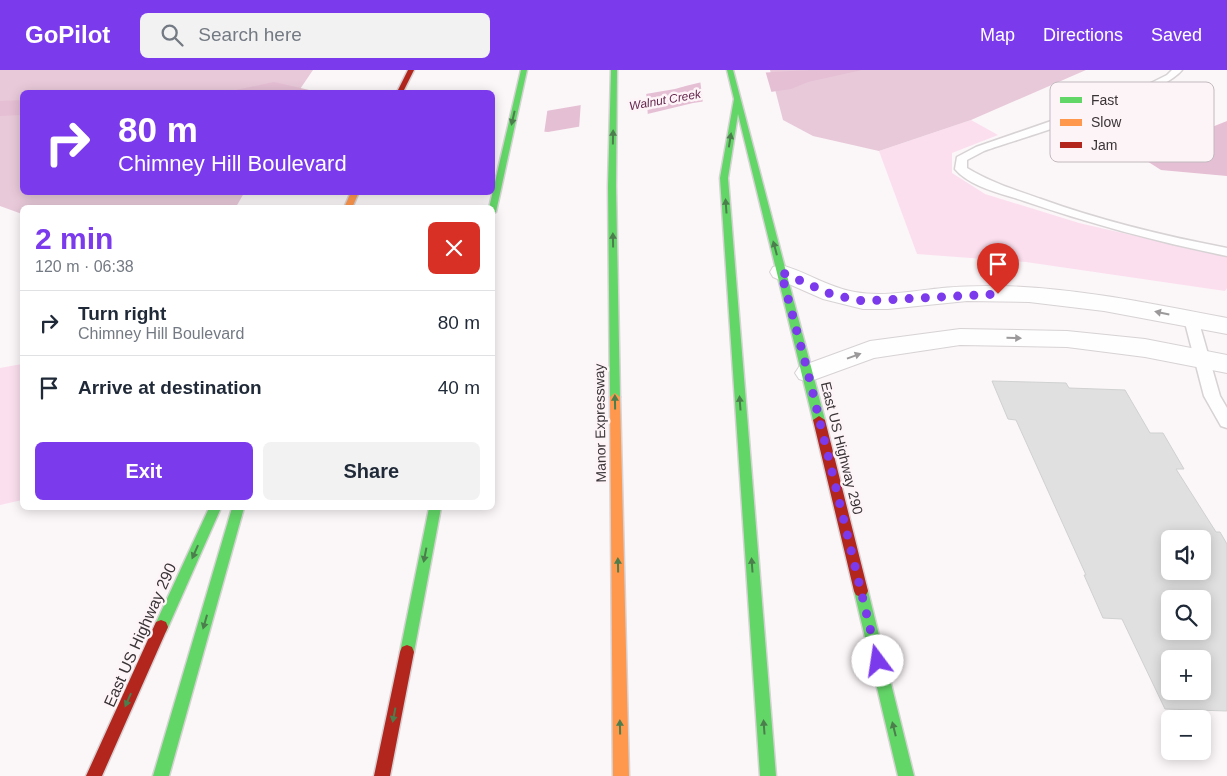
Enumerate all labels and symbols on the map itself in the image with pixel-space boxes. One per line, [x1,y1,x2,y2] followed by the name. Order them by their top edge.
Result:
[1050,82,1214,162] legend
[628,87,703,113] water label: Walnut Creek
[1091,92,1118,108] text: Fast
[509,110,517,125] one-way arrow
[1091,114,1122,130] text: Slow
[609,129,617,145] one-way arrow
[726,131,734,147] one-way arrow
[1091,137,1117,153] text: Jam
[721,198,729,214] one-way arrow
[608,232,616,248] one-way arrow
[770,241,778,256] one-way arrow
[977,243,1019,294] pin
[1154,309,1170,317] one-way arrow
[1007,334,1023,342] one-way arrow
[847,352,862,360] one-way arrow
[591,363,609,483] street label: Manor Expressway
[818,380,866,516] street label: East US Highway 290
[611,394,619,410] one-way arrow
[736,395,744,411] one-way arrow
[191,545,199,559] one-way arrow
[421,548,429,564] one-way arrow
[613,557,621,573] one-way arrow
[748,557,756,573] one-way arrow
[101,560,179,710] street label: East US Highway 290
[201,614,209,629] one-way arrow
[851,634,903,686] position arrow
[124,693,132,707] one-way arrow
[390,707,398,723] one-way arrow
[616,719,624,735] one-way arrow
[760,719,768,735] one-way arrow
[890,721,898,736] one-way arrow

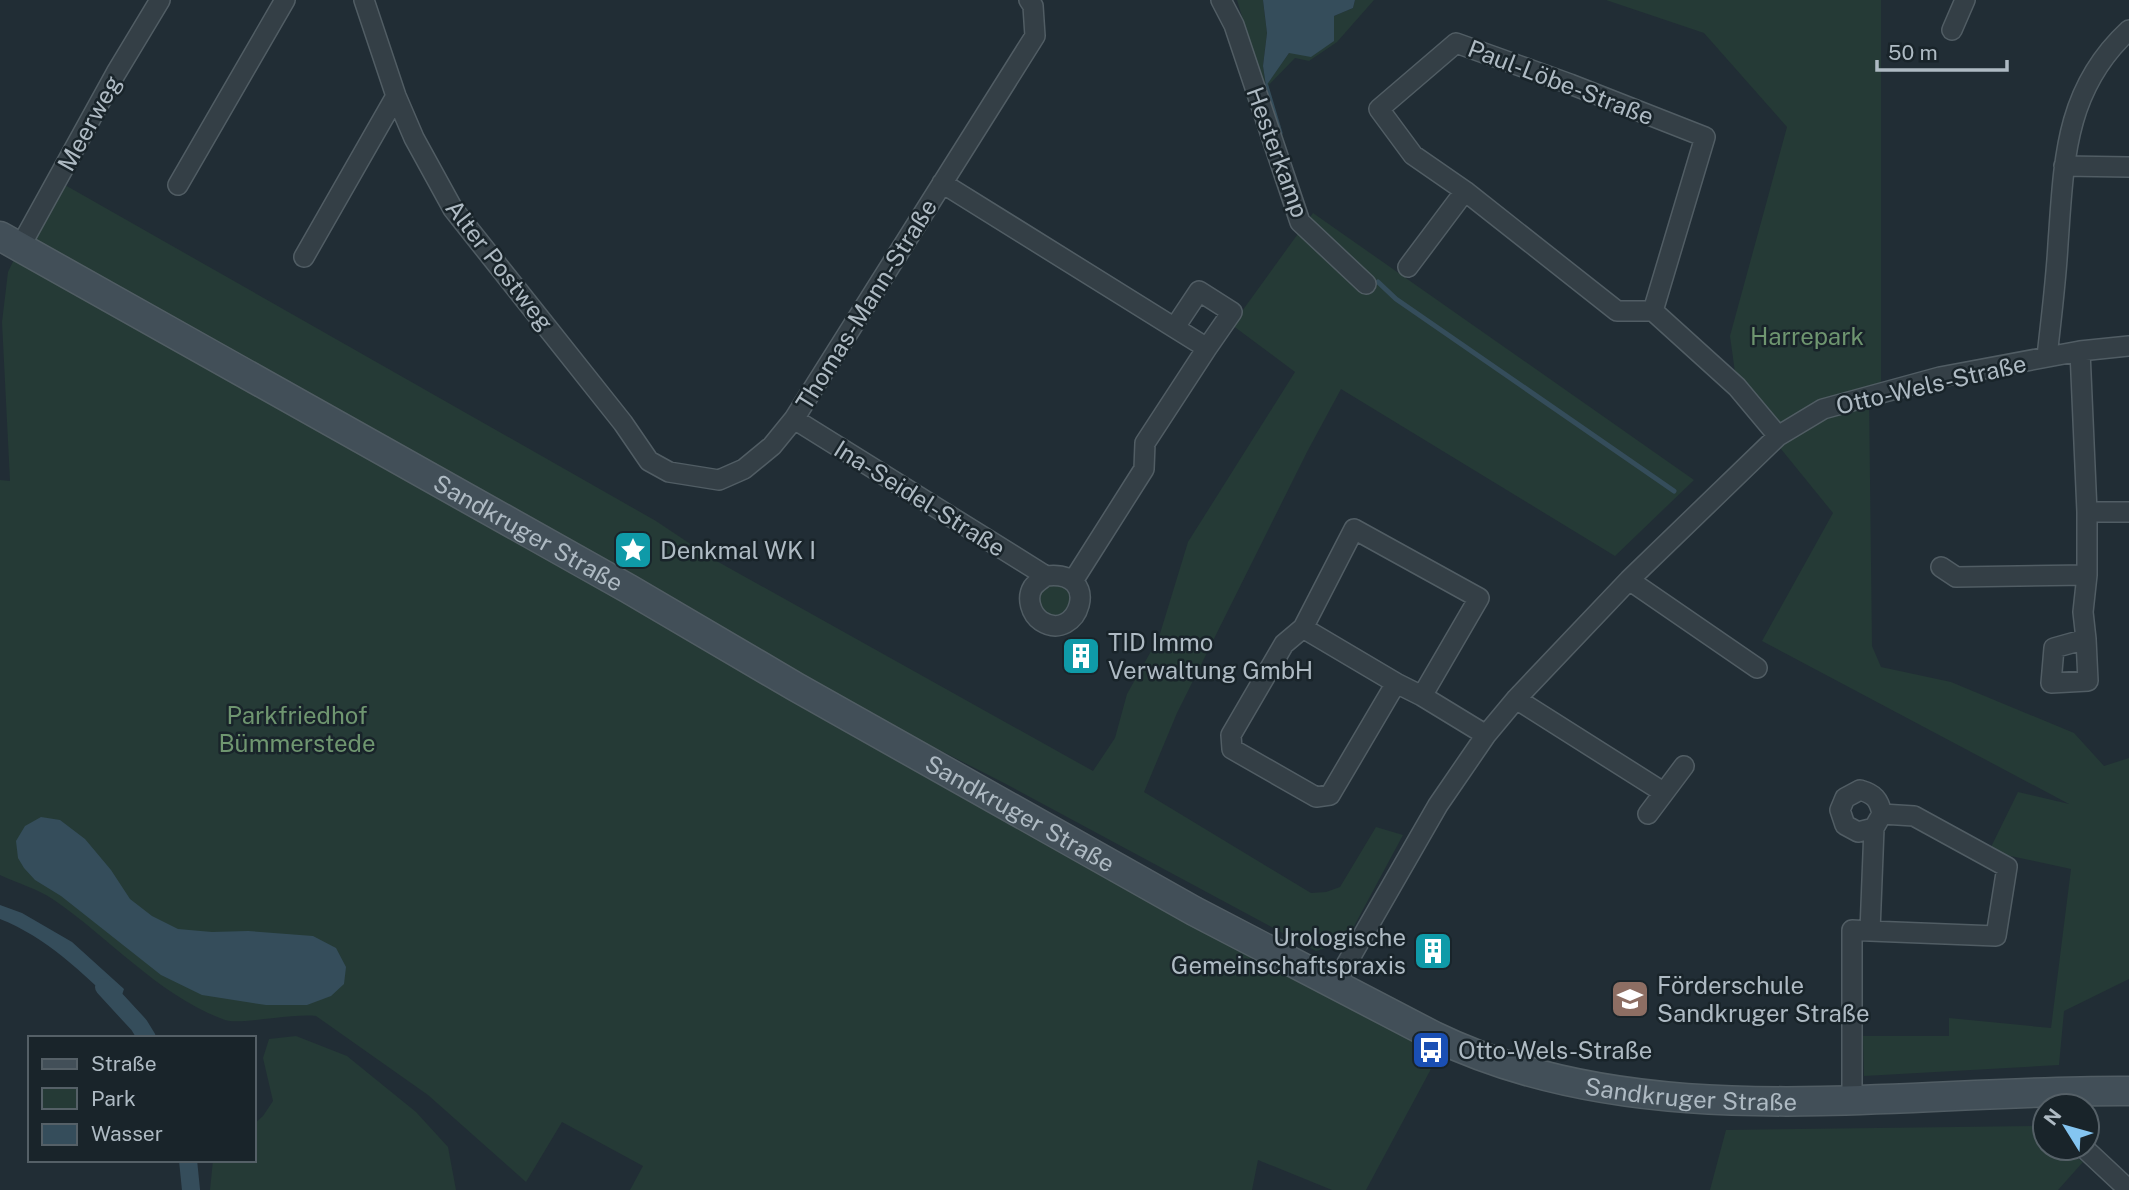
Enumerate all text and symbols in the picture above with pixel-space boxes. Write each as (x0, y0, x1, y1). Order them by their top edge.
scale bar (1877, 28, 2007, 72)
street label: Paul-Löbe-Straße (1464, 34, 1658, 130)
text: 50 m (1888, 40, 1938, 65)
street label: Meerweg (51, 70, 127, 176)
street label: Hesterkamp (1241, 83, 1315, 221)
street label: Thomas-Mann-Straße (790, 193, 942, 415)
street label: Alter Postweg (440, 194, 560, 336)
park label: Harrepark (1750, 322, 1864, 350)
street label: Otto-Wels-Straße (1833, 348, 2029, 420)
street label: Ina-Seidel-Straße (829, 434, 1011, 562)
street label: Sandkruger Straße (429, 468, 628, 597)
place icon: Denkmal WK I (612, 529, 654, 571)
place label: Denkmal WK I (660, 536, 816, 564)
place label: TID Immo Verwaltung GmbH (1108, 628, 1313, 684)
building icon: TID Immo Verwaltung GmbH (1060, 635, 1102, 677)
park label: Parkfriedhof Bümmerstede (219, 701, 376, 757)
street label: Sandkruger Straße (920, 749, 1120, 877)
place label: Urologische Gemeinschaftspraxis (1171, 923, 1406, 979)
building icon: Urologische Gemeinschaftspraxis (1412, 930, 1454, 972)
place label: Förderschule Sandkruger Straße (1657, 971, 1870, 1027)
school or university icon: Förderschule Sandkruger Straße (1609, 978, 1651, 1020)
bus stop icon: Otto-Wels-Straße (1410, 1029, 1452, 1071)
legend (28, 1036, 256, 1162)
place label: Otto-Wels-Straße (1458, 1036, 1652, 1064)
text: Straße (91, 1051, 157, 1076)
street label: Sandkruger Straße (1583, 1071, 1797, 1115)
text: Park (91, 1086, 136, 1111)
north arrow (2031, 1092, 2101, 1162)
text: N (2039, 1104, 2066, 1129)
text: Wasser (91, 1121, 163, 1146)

###

AIM OF THE EXERCISE
From the line containing "Enumerate all text" to the last line of the material, please quote every line exactly and only those.

OUTPUT FOR THIS EXERCISE
Enumerate all text and symbols in the picture above with pixel-space boxes. Write each as (x0, y0, x1, y1). Order them by their top edge.
scale bar (1877, 28, 2007, 72)
street label: Paul-Löbe-Straße (1464, 34, 1658, 130)
text: 50 m (1888, 40, 1938, 65)
street label: Meerweg (51, 70, 127, 176)
street label: Hesterkamp (1241, 83, 1315, 221)
street label: Thomas-Mann-Straße (790, 193, 942, 415)
street label: Alter Postweg (440, 194, 560, 336)
park label: Harrepark (1750, 322, 1864, 350)
street label: Otto-Wels-Straße (1833, 348, 2029, 420)
street label: Ina-Seidel-Straße (829, 434, 1011, 562)
street label: Sandkruger Straße (429, 468, 628, 597)
place icon: Denkmal WK I (612, 529, 654, 571)
place label: Denkmal WK I (660, 536, 816, 564)
place label: TID Immo Verwaltung GmbH (1108, 628, 1313, 684)
building icon: TID Immo Verwaltung GmbH (1060, 635, 1102, 677)
park label: Parkfriedhof Bümmerstede (219, 701, 376, 757)
street label: Sandkruger Straße (920, 749, 1120, 877)
place label: Urologische Gemeinschaftspraxis (1171, 923, 1406, 979)
building icon: Urologische Gemeinschaftspraxis (1412, 930, 1454, 972)
place label: Förderschule Sandkruger Straße (1657, 971, 1870, 1027)
school or university icon: Förderschule Sandkruger Straße (1609, 978, 1651, 1020)
bus stop icon: Otto-Wels-Straße (1410, 1029, 1452, 1071)
legend (28, 1036, 256, 1162)
place label: Otto-Wels-Straße (1458, 1036, 1652, 1064)
text: Straße (91, 1051, 157, 1076)
street label: Sandkruger Straße (1583, 1071, 1797, 1115)
text: Park (91, 1086, 136, 1111)
north arrow (2031, 1092, 2101, 1162)
text: N (2039, 1104, 2066, 1129)
text: Wasser (91, 1121, 163, 1146)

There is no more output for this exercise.